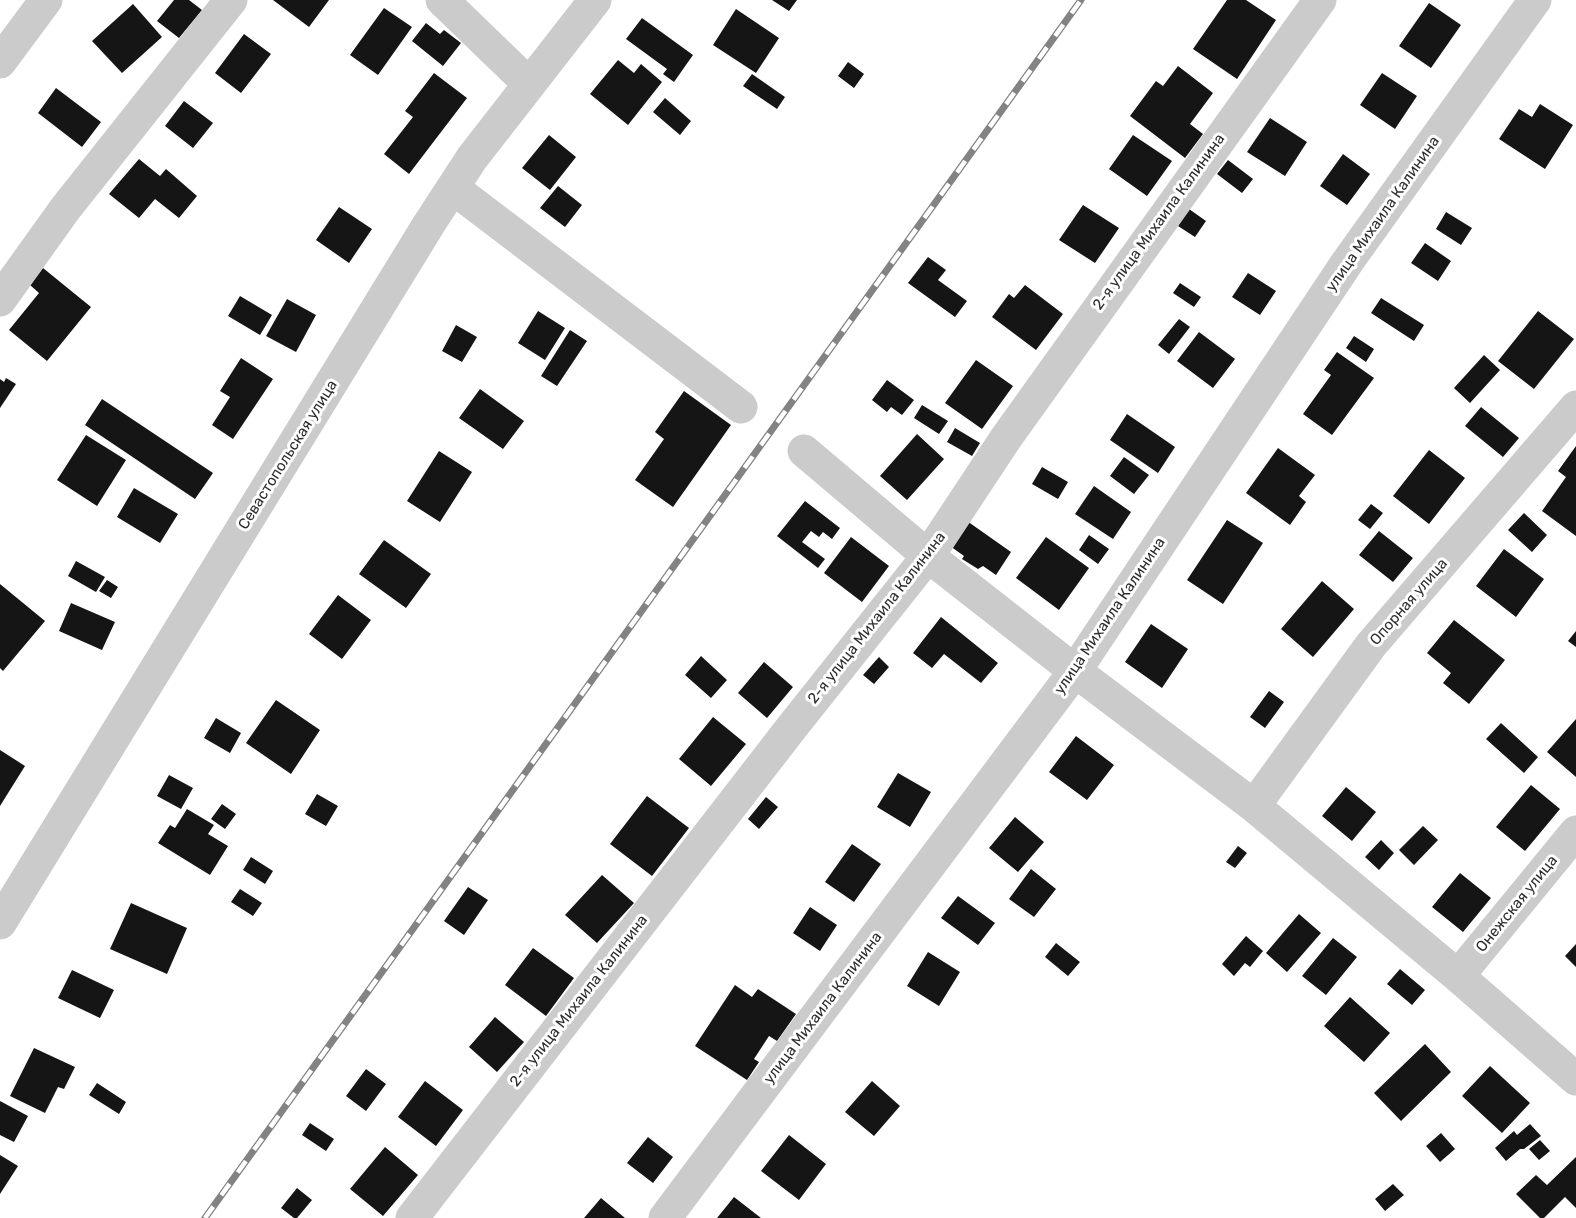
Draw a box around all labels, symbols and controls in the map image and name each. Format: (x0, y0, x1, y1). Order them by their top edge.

...

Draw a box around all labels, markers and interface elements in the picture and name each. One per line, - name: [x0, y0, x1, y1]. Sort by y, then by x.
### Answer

TO DO: Your task is to find every line above containing the word "each" and copy it.

TASK ANSWER:
Draw a box around all labels, symbols and controls in the map image and name each. Format: (x0, y0, x1, y1). Order them by their top edge.
Draw a box around all labels, markers and interface elements in the picture and name each. One per line, - name: [x0, y0, x1, y1]. Sort by y, then by x.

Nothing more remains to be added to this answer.